RDC: actionnariat congolais dans les sociétés minières, entre espoir et inquiétude
A la veille de l’entrée en vigueur de l’actionnariat congolais dans les mines, des nombreuses zones d’ombre persistent. Les syndicats et la société civile saluent la réforme. Cependant , ils exigent plus de transparence dans le processus de cession des actions.
À partir du 1er août 2026, les sociétés minières opérant en République démocratique du Congo devront réserver 10 % de leur capital social aux Congolais. En effet , cette exigence est conforme aux dispositions du Code minier.
Le dispositif prévoit que 5 % du capital social reviennent à des personnes physiques congolaises. En outre, les 5 % restants sont destinés aux travailleurs congolais des entreprises minières.
Depuis janvier 2026, le ministère des Mines a multiplié les démarches pour accélérer l’application de cette disposition. Les entreprises minières sont appelées à s’y conformer. Sinon, elles encourent des sanctions.
Pour Léonide Mupepe, chercheur spécialisé dans le secteur minier, l’orientation générale de la réforme est positive.
« Toute réforme qui vise à donner du pouvoir aux nationaux pour participer à la gestion des ressources naturelles du pays est une bonne chose. »
Les syndicats attendent des règles d’application claires
Si les travailleurs figurent parmi les principaux bénéficiaires de la réforme, les modalités pratiques demeurent floues.
Les organisations syndicales s’interrogent notamment sur les critères d’éligibilité. Tous les salariés congolais seront-ils concernés ? De plus, les travailleurs sous contrat à durée déterminée seront-ils inclus ? Qu’en sera-t-il des employés des entreprises de sous-traitance qui travaillent de manière permanente sur les sites miniers ?

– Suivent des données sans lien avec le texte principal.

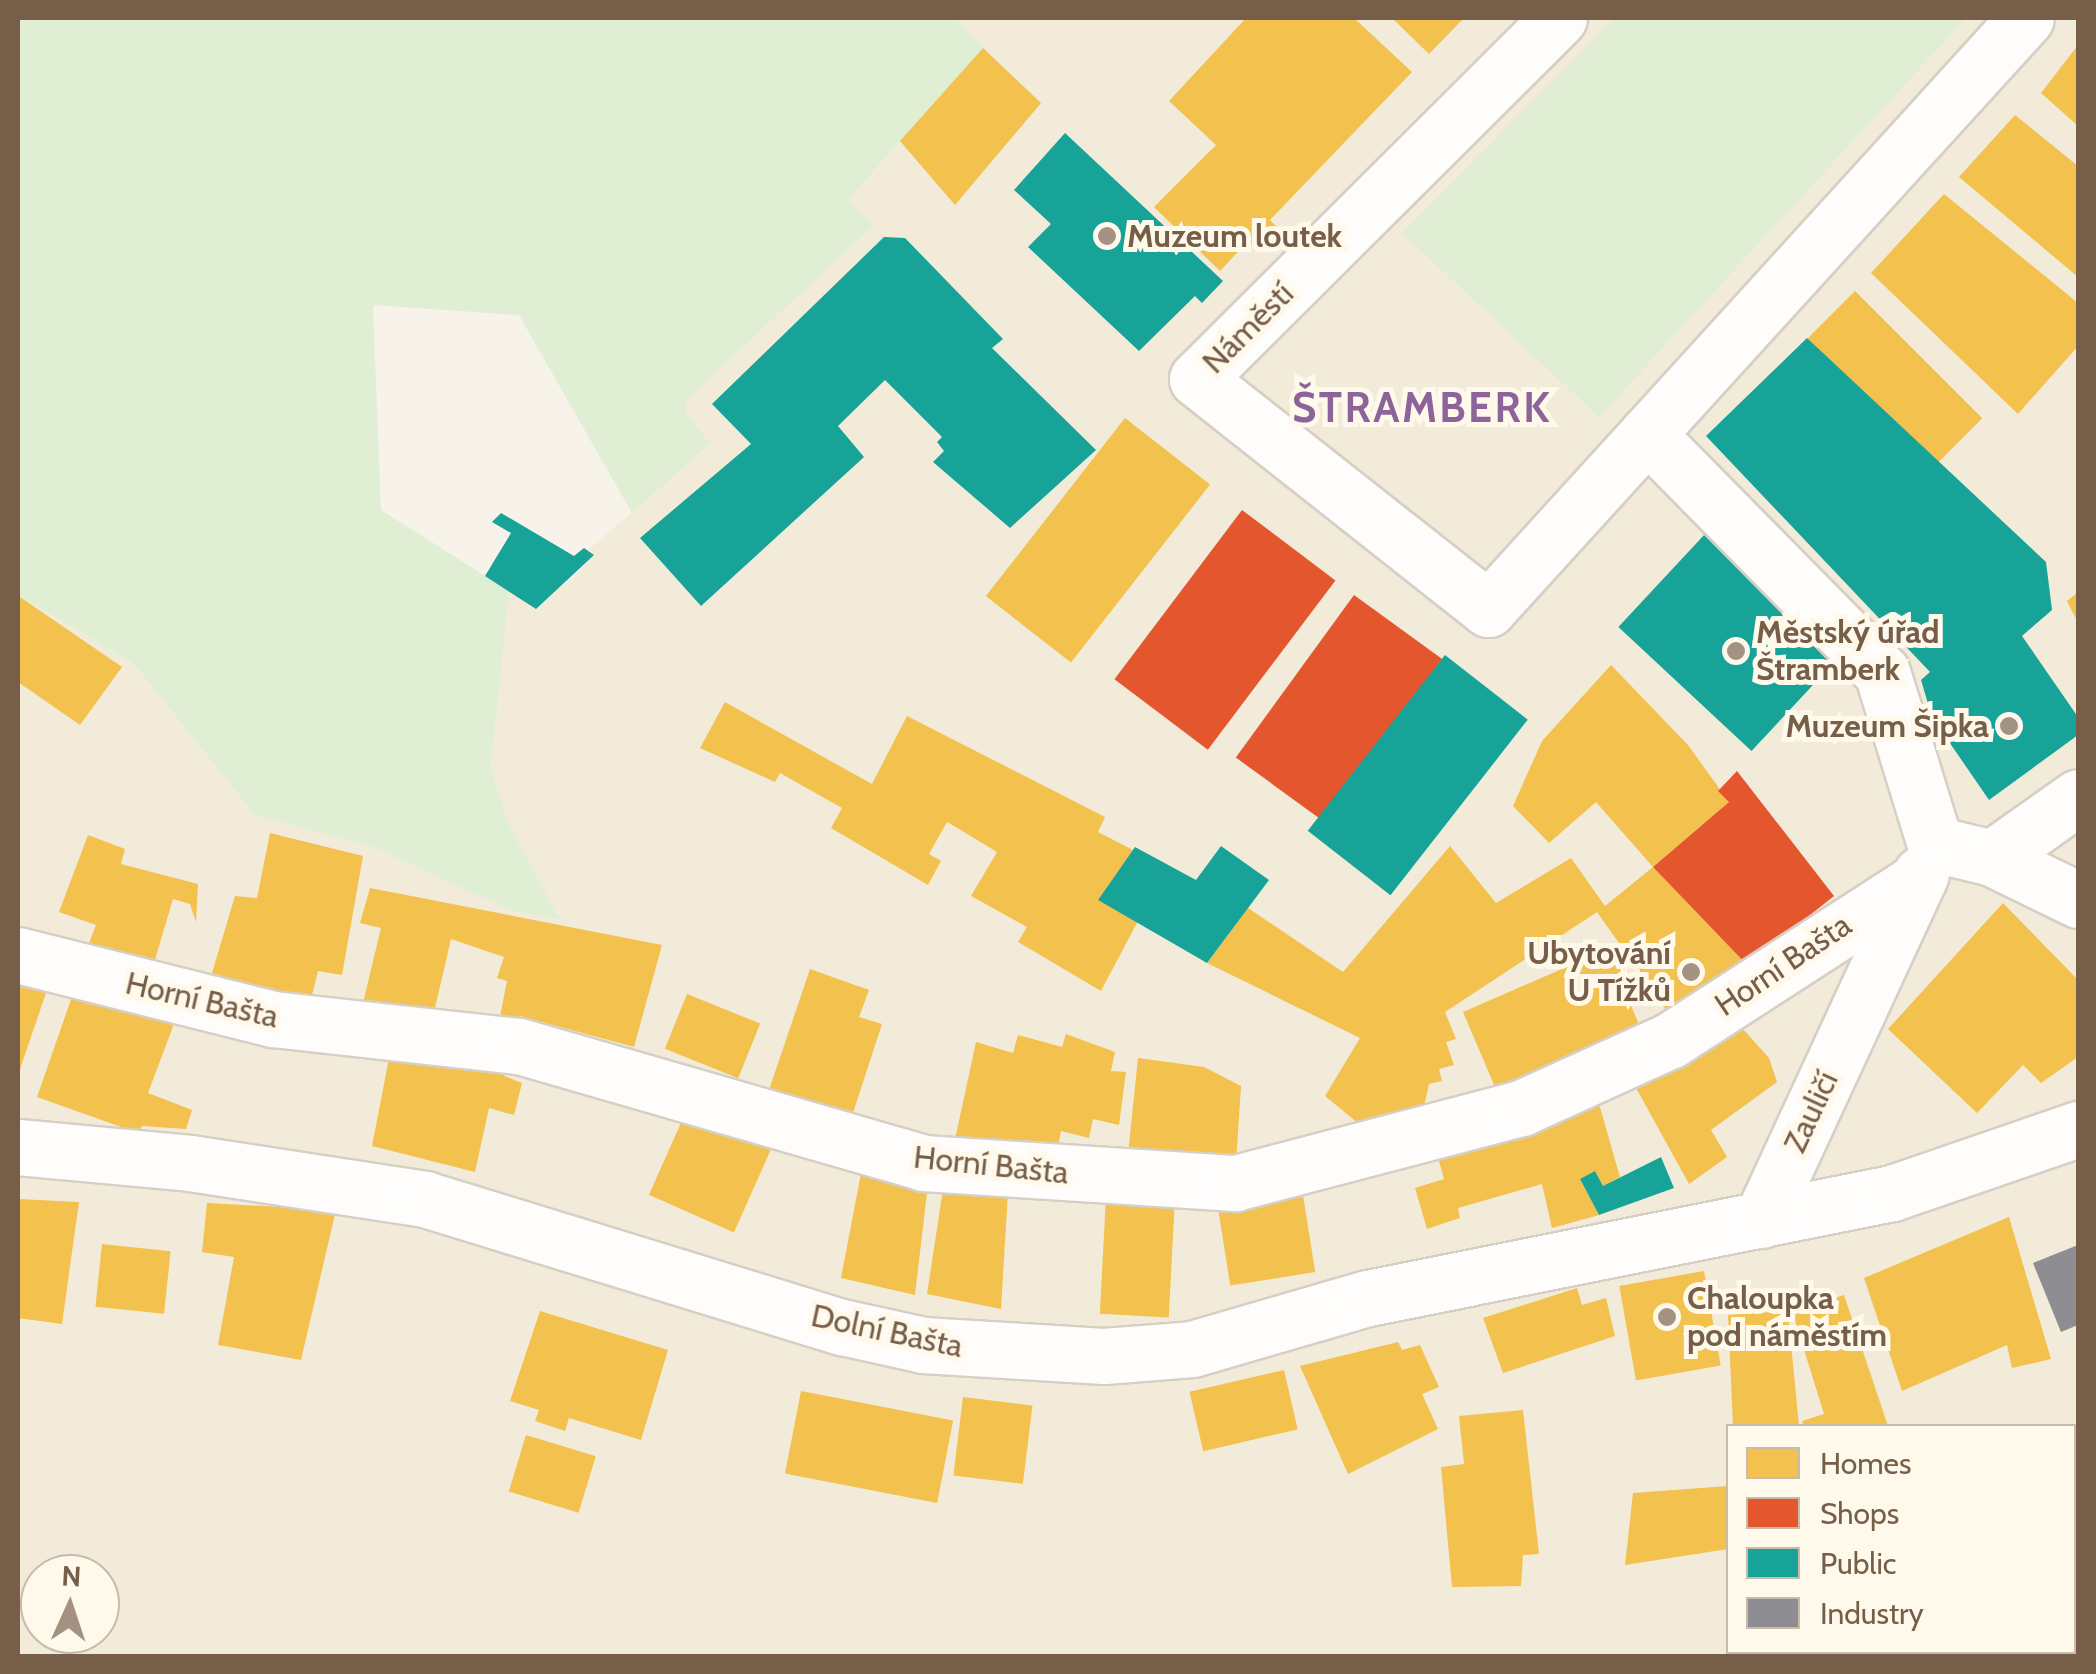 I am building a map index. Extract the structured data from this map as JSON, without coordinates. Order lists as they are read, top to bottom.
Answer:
{
  "streets": {
    "street": [
      "Náměstí",
      "Horní Bašta",
      "Zauličí",
      "Dolní Bašta"
    ]
  },
  "crossings": [
    ["Horní Bašta", "Zauličí"],
    ["Zauličí", "Dolní Bašta"]
  ],
  "districts": ["ŠTRAMBERK"],
  "places": [
    "Muzeum loutek",
    "Městský úřad Štramberk",
    "Muzeum Šipka",
    "Ubytování U Tížků",
    "Chaloupka pod náměstím"
  ],
  "legend": [
    "Homes",
    "Shops",
    "Public",
    "Industry"
  ],
  "north": "top"
} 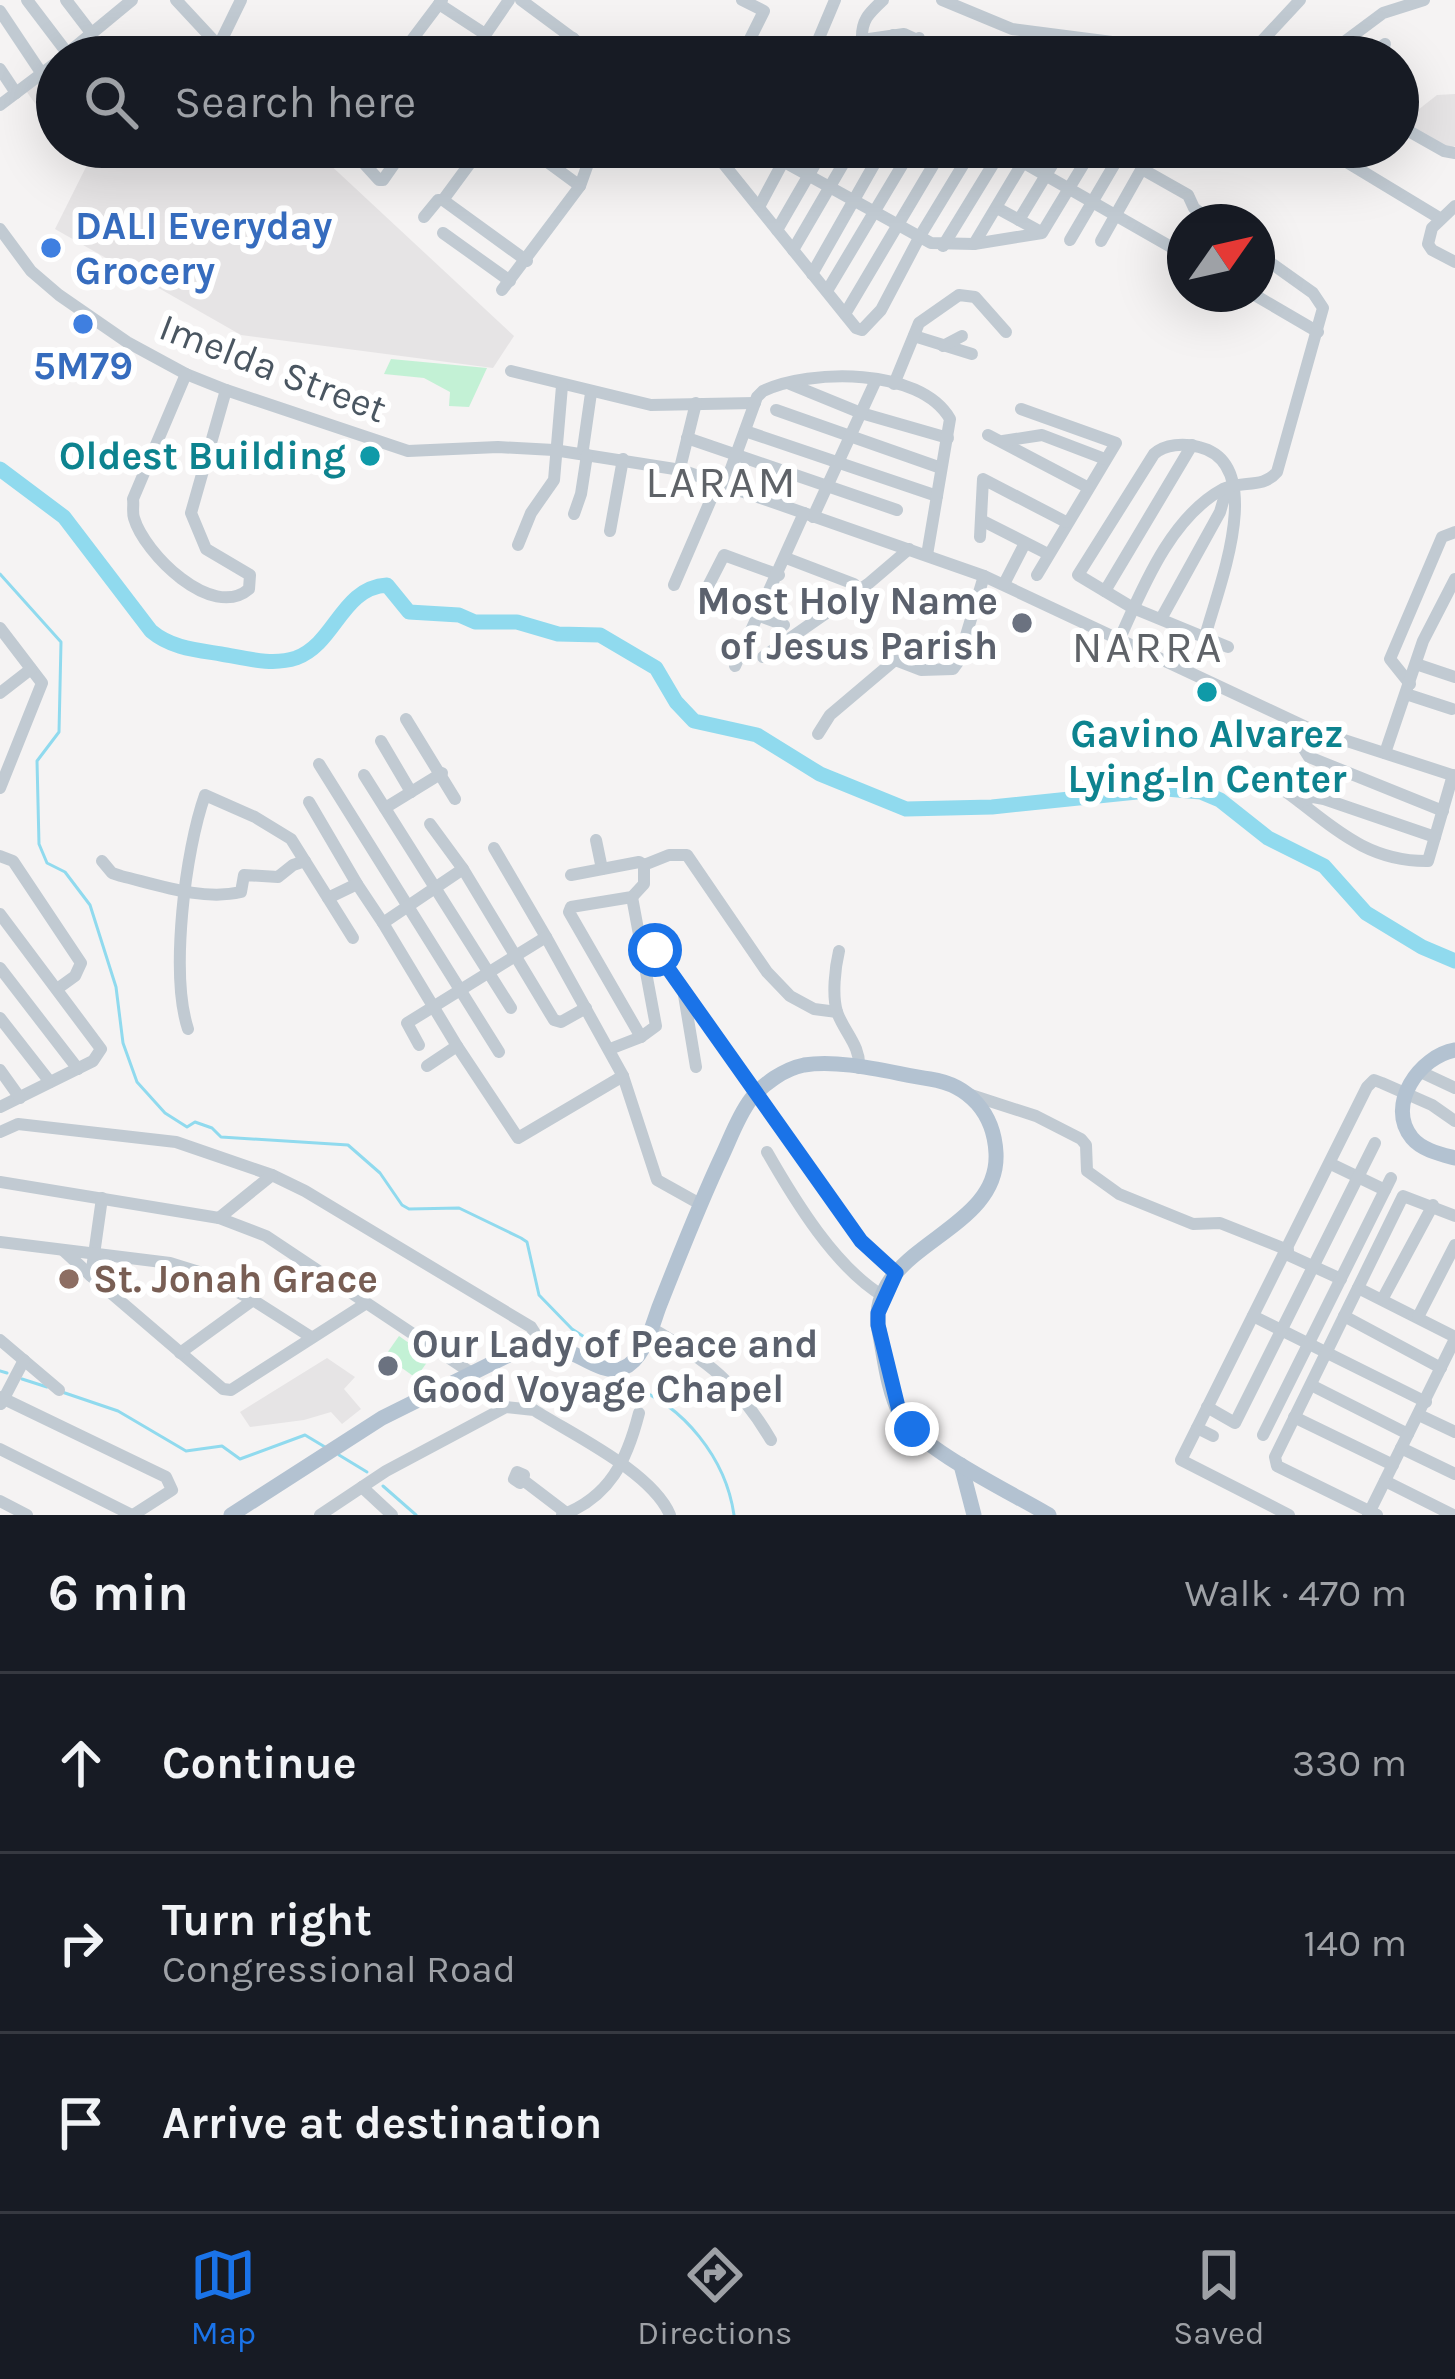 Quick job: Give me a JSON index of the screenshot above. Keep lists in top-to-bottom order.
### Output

Autant de questions qui, selon Kapenga Kandolo, secrétaire général adjoint de la Conscience des travailleurs et paysans du Congo (CTC), doivent être clarifiées avant toute mise en œuvre.
« Notre préoccupation est de savoir quels travailleurs seront concernés. En outre, comment seront réparties les parts sociales. Enfin , qu’adviendra des droits d’un employé lorsqu’il quitte l’entreprise? »
Ce responsable syndical estime par ailleurs que l’idée est pertinente. Il regrette par contre que les entreprises minières n’aient pas encore présenté de mécanismes concrets. La CTC prévoit d’inscrire cette question parmi les priorités de ses prochains cahiers de revendications.
Le coût des actions inquiète
Au-delà des modalités pratiques, une autre question préoccupe les acteurs du secteur .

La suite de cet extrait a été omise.